Among the entries below, how many lines include the word "compass"? Reply with only the number.
___ Data supplied
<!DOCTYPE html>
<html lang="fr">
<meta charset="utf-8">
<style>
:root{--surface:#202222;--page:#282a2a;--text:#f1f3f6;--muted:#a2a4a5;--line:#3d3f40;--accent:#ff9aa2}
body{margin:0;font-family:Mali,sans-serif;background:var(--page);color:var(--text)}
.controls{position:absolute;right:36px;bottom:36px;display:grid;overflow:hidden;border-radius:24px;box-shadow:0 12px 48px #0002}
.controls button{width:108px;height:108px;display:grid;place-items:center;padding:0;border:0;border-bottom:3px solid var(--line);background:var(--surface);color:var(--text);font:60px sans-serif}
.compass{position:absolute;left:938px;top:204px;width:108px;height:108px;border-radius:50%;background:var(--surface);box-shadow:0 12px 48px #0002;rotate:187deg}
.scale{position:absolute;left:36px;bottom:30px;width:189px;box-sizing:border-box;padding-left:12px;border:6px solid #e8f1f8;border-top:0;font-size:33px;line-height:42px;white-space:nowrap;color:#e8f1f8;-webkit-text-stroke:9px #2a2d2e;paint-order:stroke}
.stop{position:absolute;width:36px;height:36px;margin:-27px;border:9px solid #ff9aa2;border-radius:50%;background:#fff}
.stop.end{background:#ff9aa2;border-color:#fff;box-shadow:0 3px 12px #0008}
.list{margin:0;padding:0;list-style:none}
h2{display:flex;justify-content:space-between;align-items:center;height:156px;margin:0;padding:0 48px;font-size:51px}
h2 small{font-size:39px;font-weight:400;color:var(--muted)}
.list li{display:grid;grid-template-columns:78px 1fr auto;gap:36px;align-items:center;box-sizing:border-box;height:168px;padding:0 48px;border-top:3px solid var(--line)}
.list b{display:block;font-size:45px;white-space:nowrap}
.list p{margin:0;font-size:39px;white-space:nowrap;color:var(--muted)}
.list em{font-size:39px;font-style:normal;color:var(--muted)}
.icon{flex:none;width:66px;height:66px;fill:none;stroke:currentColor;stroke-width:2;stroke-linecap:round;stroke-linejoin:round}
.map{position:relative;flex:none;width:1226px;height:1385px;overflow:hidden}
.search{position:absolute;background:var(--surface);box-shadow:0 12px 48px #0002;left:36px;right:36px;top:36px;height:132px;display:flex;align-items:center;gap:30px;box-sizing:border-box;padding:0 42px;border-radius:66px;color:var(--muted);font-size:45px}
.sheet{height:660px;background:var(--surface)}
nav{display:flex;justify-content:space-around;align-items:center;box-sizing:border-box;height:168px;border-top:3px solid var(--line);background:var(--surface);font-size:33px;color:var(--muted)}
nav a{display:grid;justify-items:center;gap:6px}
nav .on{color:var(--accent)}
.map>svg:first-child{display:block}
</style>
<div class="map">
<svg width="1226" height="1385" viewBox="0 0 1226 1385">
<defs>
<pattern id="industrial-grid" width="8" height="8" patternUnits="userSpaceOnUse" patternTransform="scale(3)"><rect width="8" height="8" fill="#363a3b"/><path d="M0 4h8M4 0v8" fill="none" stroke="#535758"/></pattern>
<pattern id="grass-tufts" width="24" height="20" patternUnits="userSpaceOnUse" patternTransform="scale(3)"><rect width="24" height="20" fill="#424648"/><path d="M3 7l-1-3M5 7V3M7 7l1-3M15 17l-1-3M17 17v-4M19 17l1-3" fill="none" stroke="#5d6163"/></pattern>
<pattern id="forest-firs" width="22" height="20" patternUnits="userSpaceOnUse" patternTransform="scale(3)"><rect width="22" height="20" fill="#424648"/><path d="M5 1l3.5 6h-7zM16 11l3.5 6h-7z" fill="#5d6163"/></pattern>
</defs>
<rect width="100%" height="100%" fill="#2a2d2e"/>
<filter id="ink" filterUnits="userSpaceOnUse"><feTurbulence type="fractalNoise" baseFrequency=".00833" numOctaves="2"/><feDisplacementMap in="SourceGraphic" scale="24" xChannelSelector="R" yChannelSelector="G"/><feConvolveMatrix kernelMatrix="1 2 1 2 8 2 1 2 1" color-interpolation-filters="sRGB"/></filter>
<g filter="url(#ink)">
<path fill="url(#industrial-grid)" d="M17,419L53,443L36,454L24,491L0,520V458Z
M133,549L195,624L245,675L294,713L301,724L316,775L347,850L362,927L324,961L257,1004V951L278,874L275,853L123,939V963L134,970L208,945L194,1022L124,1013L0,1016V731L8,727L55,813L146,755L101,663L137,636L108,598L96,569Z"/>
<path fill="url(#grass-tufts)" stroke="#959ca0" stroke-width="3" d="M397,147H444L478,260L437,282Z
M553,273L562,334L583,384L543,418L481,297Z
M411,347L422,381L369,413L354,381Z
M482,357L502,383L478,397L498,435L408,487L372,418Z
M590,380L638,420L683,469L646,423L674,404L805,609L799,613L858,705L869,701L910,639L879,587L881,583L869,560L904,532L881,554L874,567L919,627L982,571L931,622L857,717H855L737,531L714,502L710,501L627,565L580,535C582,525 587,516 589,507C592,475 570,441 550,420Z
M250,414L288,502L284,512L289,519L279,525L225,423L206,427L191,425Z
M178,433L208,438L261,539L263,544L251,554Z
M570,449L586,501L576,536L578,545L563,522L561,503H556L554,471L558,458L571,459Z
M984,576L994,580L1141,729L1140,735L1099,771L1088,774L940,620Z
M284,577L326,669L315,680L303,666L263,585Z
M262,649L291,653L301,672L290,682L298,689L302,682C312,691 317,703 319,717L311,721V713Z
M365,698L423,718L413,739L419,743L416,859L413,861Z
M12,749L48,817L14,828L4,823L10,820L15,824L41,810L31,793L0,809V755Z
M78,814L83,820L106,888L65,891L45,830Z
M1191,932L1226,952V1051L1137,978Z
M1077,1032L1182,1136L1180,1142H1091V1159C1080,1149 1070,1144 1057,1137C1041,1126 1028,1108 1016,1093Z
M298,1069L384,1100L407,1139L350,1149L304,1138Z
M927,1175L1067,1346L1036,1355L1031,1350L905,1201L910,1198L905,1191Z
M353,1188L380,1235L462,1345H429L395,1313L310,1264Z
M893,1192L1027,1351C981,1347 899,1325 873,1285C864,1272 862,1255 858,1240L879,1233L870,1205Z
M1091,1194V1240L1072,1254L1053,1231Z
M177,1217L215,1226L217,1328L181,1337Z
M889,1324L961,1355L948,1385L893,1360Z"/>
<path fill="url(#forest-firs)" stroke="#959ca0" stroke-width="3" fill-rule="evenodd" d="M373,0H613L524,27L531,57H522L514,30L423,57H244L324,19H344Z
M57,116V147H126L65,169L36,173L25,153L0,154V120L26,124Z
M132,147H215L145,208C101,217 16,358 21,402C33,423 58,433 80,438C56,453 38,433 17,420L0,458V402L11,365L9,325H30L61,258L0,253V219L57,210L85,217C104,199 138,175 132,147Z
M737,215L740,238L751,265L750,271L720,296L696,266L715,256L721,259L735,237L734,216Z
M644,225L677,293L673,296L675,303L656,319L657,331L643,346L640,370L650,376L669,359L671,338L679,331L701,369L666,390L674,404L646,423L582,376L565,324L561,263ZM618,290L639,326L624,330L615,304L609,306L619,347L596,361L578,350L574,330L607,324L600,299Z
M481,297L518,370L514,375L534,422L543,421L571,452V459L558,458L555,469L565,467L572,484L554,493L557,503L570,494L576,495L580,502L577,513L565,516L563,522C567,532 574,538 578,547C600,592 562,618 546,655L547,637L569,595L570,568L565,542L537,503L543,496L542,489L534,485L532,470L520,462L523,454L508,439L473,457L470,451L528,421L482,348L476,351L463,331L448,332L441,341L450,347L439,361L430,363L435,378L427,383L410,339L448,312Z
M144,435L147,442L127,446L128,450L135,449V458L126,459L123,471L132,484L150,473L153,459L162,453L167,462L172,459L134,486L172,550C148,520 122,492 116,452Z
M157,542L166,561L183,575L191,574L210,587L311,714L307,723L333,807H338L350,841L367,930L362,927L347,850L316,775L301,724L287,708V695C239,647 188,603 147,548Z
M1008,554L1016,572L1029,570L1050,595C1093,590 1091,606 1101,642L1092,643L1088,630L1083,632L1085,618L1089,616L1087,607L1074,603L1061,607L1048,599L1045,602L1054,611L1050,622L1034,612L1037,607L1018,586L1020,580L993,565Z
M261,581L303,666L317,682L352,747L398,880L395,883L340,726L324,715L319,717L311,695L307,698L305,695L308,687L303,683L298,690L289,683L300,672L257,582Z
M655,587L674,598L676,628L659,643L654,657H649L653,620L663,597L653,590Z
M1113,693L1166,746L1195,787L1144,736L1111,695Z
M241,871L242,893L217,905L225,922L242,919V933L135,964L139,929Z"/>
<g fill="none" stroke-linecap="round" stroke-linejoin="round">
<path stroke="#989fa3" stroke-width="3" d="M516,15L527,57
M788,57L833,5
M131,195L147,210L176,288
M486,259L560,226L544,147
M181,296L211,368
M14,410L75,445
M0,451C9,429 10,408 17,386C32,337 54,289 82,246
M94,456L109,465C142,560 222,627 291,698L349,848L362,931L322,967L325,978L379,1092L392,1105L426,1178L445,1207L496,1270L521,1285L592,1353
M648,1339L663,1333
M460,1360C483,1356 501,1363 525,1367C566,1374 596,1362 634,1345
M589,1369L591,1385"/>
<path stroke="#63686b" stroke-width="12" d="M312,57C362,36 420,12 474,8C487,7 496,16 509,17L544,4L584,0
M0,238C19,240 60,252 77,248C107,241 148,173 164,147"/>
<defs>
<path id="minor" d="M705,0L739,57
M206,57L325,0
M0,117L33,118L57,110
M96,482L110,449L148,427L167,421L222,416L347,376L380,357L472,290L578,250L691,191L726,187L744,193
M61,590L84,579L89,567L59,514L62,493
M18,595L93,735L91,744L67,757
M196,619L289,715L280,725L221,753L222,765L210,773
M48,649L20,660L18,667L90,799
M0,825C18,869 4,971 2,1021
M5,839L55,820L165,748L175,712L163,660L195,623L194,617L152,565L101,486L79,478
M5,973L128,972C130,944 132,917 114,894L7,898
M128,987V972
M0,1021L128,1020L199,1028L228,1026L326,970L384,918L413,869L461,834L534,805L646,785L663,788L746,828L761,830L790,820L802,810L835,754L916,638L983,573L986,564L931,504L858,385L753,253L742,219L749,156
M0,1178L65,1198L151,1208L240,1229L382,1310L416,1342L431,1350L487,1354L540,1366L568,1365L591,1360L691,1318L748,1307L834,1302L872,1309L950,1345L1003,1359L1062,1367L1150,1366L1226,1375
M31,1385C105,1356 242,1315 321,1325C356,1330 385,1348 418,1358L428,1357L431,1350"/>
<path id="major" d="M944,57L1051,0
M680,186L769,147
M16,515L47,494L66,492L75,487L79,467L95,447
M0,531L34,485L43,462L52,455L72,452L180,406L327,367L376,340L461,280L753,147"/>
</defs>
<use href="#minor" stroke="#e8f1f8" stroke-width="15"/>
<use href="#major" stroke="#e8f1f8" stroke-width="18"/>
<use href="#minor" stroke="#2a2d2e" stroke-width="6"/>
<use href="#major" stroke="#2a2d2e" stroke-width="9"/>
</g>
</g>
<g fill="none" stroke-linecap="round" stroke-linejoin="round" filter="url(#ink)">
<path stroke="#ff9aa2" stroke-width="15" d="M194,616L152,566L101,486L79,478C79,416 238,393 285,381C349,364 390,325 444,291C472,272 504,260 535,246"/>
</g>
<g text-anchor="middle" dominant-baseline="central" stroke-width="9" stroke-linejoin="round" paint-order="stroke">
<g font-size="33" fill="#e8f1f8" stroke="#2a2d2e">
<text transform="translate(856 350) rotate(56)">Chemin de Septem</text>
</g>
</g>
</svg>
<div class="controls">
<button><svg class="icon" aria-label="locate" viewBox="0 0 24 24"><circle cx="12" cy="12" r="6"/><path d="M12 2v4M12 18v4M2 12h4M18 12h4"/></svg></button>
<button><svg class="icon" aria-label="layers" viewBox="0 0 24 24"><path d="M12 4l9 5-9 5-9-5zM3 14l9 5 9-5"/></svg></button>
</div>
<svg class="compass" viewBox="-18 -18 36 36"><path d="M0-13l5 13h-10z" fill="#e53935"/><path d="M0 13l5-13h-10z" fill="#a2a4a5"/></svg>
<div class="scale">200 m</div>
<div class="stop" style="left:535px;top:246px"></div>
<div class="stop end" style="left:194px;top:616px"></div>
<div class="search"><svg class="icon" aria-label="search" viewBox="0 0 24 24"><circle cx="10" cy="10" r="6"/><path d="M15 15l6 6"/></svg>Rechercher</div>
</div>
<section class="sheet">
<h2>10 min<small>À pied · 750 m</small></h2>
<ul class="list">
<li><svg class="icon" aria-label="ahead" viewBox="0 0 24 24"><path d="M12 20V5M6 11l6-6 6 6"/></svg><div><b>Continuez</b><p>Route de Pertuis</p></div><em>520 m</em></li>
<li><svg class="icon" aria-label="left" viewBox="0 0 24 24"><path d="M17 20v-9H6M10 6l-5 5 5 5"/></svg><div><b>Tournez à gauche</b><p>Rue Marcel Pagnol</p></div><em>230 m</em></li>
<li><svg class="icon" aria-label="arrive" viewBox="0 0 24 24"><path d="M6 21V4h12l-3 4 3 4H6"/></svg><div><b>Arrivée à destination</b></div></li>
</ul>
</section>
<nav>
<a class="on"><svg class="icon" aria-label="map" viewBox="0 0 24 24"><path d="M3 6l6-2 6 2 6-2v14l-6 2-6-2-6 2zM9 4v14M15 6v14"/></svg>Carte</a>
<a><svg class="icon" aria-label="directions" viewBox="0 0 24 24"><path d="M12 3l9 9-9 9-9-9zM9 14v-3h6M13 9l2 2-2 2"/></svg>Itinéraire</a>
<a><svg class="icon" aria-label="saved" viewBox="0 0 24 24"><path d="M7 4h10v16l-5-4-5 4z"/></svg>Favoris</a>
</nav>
______
## Solution for this task:
2